▶ To do
Could you return every line of the records below that contains the word "Central"?

▶ Records provided
------------------------
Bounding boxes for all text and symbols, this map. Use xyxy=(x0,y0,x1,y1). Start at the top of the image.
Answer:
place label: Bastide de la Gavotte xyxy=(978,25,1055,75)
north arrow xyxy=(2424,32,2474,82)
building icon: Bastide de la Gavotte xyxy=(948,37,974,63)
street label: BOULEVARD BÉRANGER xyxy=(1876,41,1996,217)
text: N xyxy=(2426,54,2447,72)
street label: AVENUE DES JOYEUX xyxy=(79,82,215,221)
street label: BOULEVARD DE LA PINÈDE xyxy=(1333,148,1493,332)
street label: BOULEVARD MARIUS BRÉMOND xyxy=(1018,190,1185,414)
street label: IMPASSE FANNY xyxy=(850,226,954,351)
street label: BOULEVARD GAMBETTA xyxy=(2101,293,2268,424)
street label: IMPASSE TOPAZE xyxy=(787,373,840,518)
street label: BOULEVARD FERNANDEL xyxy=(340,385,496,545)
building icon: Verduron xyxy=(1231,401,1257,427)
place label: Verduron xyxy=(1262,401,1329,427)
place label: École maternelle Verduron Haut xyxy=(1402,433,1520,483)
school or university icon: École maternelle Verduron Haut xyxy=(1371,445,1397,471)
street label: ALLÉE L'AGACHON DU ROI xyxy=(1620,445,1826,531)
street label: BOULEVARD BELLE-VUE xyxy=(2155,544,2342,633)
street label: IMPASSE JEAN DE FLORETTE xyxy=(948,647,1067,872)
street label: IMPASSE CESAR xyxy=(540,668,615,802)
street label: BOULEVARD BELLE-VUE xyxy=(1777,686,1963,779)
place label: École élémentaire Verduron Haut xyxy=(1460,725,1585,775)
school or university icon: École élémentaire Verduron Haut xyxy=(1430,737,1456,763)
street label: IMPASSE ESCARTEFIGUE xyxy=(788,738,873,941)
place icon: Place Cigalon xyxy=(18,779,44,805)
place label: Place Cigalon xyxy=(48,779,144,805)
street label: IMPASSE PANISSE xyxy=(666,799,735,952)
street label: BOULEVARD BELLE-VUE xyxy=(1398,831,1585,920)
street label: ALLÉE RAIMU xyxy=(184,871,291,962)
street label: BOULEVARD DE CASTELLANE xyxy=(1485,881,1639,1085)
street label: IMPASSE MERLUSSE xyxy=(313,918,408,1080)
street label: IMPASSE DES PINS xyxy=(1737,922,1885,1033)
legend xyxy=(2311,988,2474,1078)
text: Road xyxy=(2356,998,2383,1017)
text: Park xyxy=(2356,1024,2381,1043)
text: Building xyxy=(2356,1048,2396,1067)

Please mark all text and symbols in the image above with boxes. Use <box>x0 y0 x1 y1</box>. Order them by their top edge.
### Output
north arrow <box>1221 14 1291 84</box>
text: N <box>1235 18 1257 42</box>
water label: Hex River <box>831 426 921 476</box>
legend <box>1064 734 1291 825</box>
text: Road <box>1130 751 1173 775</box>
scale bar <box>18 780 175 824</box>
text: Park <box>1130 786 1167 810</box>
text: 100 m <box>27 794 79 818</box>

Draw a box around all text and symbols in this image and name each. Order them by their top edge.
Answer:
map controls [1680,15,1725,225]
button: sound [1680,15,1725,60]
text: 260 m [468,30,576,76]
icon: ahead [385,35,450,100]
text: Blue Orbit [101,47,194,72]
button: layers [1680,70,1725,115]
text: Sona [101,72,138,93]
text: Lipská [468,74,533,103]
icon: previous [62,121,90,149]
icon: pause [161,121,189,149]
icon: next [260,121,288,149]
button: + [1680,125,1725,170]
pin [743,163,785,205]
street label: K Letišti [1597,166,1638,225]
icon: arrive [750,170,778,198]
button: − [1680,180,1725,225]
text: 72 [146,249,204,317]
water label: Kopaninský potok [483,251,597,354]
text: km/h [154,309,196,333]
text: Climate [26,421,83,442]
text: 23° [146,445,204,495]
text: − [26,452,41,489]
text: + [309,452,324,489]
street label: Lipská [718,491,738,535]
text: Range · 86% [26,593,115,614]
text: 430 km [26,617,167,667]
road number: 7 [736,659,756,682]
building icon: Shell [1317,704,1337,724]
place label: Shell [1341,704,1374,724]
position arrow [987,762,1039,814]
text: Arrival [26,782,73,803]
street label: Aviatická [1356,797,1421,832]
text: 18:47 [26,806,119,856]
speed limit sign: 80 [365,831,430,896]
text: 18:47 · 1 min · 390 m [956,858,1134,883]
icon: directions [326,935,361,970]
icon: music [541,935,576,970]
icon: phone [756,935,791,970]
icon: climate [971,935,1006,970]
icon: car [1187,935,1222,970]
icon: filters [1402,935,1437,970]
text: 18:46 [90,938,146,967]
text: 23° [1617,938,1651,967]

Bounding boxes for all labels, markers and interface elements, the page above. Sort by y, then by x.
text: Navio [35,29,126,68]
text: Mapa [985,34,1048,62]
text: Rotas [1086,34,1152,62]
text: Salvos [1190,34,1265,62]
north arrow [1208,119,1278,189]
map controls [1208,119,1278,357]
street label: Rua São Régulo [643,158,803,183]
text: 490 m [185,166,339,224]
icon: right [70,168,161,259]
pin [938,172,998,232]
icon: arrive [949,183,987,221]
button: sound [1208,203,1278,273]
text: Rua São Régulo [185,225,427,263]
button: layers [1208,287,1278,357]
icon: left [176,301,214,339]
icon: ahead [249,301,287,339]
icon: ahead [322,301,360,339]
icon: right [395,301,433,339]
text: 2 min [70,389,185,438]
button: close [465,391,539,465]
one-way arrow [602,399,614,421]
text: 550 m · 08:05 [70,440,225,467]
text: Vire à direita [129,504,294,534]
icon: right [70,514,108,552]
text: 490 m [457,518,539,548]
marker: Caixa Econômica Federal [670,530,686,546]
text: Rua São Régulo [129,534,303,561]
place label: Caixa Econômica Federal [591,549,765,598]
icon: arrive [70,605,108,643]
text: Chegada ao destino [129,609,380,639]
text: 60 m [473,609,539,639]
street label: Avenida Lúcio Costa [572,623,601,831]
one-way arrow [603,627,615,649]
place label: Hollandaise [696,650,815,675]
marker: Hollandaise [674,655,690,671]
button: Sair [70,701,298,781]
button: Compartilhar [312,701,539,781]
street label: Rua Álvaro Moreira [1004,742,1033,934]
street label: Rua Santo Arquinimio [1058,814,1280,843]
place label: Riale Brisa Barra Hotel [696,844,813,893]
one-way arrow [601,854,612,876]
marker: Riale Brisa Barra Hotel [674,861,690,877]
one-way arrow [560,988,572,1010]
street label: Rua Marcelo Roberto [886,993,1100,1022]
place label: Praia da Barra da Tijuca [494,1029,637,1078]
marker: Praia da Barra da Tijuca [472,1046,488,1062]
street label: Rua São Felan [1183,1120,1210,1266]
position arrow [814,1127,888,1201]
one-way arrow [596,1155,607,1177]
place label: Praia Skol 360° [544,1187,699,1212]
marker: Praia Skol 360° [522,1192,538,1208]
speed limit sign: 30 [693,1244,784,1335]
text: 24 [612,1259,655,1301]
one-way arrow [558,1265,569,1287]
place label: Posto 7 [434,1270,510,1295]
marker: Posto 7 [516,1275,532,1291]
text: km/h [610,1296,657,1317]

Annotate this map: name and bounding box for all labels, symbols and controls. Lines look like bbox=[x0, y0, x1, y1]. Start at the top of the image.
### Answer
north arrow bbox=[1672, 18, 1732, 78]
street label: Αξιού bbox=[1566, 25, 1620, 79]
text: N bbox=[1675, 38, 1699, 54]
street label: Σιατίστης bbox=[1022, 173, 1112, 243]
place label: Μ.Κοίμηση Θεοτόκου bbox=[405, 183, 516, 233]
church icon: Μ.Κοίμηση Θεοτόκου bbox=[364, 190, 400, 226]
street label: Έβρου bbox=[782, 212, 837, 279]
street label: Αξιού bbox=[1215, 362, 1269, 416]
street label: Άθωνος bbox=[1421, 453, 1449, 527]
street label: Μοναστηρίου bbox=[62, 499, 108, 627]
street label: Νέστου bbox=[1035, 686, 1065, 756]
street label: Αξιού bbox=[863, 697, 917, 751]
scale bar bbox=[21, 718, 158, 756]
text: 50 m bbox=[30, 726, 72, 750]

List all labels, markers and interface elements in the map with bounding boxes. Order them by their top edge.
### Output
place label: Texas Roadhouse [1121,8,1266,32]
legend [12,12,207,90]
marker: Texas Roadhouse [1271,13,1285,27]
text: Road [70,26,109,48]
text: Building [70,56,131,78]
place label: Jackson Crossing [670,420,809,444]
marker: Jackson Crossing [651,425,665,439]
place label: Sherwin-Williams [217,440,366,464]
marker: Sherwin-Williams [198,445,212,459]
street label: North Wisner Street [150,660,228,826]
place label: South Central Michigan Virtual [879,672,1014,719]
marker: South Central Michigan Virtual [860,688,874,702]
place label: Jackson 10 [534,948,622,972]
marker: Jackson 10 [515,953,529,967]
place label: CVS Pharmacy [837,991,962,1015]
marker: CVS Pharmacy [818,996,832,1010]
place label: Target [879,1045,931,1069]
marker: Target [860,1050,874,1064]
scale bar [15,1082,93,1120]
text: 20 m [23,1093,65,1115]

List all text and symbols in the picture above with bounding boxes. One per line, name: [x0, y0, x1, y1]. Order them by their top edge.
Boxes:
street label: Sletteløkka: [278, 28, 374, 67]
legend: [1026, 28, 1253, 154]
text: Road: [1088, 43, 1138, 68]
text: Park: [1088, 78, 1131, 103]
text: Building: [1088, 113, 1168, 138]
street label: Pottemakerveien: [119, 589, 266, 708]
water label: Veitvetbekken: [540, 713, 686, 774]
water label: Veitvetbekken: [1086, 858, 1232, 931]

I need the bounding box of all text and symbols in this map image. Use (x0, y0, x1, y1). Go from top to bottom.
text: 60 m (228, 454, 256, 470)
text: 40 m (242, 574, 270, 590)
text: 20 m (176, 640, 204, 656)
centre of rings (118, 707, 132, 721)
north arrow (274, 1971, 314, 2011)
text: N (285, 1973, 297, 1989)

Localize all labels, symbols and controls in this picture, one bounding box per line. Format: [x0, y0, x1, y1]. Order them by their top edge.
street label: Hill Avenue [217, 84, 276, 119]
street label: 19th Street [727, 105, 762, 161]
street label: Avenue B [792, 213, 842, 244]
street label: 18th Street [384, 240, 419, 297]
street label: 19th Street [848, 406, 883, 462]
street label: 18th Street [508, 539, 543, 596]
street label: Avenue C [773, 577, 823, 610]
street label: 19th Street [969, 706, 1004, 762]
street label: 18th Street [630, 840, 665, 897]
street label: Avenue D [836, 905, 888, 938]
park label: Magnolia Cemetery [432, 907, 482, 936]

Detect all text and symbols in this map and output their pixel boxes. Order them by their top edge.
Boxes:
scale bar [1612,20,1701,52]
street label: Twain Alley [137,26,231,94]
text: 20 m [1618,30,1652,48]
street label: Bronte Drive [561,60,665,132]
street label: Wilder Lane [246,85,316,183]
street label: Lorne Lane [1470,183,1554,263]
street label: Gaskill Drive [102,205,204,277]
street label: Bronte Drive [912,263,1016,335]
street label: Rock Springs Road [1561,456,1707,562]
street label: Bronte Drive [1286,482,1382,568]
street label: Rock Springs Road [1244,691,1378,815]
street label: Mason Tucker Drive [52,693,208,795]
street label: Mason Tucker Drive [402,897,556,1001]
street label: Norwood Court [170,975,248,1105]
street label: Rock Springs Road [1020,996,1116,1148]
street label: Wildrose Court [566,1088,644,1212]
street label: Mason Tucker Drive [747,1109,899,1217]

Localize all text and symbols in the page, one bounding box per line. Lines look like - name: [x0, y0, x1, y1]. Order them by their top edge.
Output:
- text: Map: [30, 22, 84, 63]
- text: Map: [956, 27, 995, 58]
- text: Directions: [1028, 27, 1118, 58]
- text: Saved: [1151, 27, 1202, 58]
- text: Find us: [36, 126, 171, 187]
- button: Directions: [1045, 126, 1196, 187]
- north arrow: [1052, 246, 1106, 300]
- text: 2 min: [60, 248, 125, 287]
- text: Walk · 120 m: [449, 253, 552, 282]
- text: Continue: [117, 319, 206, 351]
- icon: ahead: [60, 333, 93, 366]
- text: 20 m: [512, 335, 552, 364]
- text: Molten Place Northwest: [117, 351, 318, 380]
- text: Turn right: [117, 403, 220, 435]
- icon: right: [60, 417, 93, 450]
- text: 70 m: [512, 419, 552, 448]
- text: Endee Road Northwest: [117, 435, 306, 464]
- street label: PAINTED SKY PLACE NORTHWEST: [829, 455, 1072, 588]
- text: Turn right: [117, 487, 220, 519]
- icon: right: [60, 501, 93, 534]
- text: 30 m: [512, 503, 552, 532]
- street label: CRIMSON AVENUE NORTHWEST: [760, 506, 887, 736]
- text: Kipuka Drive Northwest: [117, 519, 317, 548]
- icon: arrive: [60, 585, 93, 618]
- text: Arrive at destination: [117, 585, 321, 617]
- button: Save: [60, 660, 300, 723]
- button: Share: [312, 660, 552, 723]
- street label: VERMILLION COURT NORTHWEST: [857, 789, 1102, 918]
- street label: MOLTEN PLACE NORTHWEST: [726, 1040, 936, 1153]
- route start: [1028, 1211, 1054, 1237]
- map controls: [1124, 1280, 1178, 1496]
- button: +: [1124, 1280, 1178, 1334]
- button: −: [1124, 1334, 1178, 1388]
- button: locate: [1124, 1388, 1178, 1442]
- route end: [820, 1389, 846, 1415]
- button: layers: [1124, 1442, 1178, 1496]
------------------------
▶ Solution to the problem
place label: South Central Michigan Virtual [879,672,1014,719]
marker: South Central Michigan Virtual [860,688,874,702]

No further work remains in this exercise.